WORK REQUEST >> Output, word for word, every line from the start of the listing down to and including the line that contains "context.font = font"; include nothing else.

DATA EXTRACTS >>
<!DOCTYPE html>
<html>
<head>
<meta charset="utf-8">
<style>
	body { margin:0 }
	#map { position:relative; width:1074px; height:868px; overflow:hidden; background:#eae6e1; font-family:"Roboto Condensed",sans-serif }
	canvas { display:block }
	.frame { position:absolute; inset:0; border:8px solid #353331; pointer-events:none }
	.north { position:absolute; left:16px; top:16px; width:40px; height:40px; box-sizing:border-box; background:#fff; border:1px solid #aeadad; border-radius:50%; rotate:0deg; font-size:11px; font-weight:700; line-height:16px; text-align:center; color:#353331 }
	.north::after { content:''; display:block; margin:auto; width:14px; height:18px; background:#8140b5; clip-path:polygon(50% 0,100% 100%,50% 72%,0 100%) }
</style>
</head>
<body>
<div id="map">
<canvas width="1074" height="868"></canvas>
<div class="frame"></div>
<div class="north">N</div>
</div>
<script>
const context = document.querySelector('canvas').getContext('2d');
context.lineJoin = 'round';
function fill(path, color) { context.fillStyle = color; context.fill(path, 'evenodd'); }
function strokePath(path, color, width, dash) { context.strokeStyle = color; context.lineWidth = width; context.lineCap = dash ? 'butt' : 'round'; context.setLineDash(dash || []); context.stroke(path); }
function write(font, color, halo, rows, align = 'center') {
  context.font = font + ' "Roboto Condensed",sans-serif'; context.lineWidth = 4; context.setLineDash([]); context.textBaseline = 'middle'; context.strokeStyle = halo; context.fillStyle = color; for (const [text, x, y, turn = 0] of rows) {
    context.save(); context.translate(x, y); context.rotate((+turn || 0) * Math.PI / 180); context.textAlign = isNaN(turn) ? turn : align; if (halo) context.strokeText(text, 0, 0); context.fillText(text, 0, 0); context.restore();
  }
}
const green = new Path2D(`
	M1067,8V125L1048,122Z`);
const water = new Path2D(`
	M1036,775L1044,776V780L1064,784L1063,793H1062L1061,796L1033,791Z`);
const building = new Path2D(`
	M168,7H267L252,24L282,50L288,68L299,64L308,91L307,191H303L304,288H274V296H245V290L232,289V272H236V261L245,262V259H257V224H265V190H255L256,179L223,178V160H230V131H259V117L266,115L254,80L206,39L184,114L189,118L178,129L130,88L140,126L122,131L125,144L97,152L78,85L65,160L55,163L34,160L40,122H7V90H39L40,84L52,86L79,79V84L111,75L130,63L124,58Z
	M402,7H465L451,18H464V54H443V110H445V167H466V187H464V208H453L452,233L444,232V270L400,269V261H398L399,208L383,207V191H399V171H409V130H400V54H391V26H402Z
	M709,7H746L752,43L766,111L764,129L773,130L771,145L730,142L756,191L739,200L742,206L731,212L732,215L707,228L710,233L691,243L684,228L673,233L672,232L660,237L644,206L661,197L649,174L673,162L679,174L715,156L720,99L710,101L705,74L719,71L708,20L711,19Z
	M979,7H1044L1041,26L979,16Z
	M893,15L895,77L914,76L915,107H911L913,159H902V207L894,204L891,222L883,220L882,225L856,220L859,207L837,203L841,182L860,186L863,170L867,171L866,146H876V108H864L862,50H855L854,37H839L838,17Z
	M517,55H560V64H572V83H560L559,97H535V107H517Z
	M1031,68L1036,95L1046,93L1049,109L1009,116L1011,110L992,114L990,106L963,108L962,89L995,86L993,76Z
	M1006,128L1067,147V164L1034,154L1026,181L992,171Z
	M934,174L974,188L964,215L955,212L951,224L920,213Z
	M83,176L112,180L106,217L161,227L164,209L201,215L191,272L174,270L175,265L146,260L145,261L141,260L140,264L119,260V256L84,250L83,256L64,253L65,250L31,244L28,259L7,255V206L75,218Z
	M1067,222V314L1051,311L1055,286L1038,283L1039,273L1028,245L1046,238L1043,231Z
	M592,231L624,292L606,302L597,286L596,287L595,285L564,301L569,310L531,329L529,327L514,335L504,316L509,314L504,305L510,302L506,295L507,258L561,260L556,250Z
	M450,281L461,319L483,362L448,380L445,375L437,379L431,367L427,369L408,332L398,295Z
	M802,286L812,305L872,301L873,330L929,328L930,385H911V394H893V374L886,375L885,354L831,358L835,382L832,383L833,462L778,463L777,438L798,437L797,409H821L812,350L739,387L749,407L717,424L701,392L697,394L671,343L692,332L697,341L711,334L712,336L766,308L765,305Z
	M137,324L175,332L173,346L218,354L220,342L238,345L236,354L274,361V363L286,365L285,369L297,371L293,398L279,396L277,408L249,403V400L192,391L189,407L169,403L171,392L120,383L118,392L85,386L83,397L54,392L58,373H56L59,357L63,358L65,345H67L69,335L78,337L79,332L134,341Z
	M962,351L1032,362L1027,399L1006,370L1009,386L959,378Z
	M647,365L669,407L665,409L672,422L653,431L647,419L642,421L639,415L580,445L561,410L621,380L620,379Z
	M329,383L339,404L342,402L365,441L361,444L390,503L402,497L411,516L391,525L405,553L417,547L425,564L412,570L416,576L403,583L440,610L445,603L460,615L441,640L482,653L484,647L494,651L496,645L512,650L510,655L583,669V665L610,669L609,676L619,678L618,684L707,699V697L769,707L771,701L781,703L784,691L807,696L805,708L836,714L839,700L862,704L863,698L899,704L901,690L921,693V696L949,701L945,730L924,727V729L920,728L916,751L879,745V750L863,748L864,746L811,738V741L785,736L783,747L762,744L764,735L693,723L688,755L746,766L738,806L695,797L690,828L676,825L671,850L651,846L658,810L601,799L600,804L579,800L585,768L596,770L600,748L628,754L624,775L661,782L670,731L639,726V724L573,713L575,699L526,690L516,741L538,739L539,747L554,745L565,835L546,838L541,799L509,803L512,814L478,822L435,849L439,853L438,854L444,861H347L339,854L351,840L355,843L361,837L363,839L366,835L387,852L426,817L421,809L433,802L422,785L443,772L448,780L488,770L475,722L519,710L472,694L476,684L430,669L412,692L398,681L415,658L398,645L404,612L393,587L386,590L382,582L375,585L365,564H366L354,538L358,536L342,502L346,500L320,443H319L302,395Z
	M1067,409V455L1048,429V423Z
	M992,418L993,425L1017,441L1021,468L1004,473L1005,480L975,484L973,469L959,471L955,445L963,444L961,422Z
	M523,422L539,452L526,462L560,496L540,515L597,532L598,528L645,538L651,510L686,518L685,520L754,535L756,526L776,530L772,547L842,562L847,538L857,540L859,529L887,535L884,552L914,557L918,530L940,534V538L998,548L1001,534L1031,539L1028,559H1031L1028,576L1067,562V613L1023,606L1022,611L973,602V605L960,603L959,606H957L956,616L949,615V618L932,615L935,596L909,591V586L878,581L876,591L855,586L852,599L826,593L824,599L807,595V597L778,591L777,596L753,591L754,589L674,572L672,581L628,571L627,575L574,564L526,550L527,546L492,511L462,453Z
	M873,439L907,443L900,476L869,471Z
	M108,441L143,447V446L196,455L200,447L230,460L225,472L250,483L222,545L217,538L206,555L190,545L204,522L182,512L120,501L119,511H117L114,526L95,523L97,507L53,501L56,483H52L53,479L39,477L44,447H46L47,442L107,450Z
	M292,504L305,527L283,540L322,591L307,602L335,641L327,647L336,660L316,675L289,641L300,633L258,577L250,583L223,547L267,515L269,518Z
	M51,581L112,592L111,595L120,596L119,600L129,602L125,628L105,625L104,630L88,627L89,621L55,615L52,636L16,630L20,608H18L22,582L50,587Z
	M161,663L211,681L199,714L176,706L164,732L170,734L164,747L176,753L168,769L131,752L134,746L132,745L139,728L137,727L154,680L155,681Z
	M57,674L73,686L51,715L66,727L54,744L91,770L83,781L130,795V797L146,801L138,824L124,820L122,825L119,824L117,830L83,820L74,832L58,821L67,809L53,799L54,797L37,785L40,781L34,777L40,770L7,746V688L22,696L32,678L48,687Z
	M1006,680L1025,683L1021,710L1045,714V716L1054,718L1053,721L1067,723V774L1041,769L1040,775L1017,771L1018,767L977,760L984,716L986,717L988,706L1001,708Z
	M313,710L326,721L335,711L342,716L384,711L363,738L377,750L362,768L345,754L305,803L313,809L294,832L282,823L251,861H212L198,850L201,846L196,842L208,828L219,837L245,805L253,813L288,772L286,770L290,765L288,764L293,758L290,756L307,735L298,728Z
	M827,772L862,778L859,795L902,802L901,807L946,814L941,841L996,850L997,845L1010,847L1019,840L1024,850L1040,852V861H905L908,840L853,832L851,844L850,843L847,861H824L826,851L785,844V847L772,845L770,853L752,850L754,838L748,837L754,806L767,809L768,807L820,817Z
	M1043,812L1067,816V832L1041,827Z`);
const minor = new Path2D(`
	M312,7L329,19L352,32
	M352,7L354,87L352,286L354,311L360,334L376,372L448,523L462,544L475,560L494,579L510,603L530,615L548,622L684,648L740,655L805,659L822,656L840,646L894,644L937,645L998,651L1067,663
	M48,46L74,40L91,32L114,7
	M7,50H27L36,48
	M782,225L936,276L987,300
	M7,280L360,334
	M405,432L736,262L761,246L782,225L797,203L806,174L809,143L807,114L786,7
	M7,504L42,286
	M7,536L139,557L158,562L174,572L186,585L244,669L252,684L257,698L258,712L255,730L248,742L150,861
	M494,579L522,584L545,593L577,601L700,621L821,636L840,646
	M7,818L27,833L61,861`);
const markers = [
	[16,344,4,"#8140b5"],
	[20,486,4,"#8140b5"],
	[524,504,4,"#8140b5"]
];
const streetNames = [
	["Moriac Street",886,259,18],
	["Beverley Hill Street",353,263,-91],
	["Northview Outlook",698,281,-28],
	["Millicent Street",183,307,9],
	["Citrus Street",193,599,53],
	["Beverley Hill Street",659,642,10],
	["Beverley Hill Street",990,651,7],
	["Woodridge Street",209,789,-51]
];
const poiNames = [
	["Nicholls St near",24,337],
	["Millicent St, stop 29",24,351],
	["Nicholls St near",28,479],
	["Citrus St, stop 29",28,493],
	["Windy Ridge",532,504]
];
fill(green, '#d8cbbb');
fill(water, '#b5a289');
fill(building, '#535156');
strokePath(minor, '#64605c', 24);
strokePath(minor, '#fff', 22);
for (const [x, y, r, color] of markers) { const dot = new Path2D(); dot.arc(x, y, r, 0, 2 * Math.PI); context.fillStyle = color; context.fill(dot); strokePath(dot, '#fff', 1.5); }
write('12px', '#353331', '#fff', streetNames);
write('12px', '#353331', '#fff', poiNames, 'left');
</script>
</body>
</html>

TASK OUTPUT >>
<!DOCTYPE html>
<html>
<head>
<meta charset="utf-8">
<style>
	body { margin:0 }
	#map { position:relative; width:1074px; height:868px; overflow:hidden; background:#eae6e1; font-family:"Roboto Condensed",sans-serif }
	canvas { display:block }
	.frame { position:absolute; inset:0; border:8px solid #353331; pointer-events:none }
	.north { position:absolute; left:16px; top:16px; width:40px; height:40px; box-sizing:border-box; background:#fff; border:1px solid #aeadad; border-radius:50%; rotate:0deg; font-size:11px; font-weight:700; line-height:16px; text-align:center; color:#353331 }
	.north::after { content:''; display:block; margin:auto; width:14px; height:18px; background:#8140b5; clip-path:polygon(50% 0,100% 100%,50% 72%,0 100%) }
</style>
</head>
<body>
<div id="map">
<canvas width="1074" height="868"></canvas>
<div class="frame"></div>
<div class="north">N</div>
</div>
<script>
const context = document.querySelector('canvas').getContext('2d');
context.lineJoin = 'round';
function fill(path, color) { context.fillStyle = color; context.fill(path, 'evenodd'); }
function strokePath(path, color, width, dash) { context.strokeStyle = color; context.lineWidth = width; context.lineCap = dash ? 'butt' : 'round'; context.setLineDash(dash || []); context.stroke(path); }
function write(font, color, halo, rows, align = 'center') {
  context.font = font + ' "Roboto Condensed",sans-serif'; context.lineWidth = 4; context.setLineDash([]); context.textBaseline = 'middle'; context.strokeStyle = halo; context.fillStyle = color; for (const [text, x, y, turn = 0] of rows) {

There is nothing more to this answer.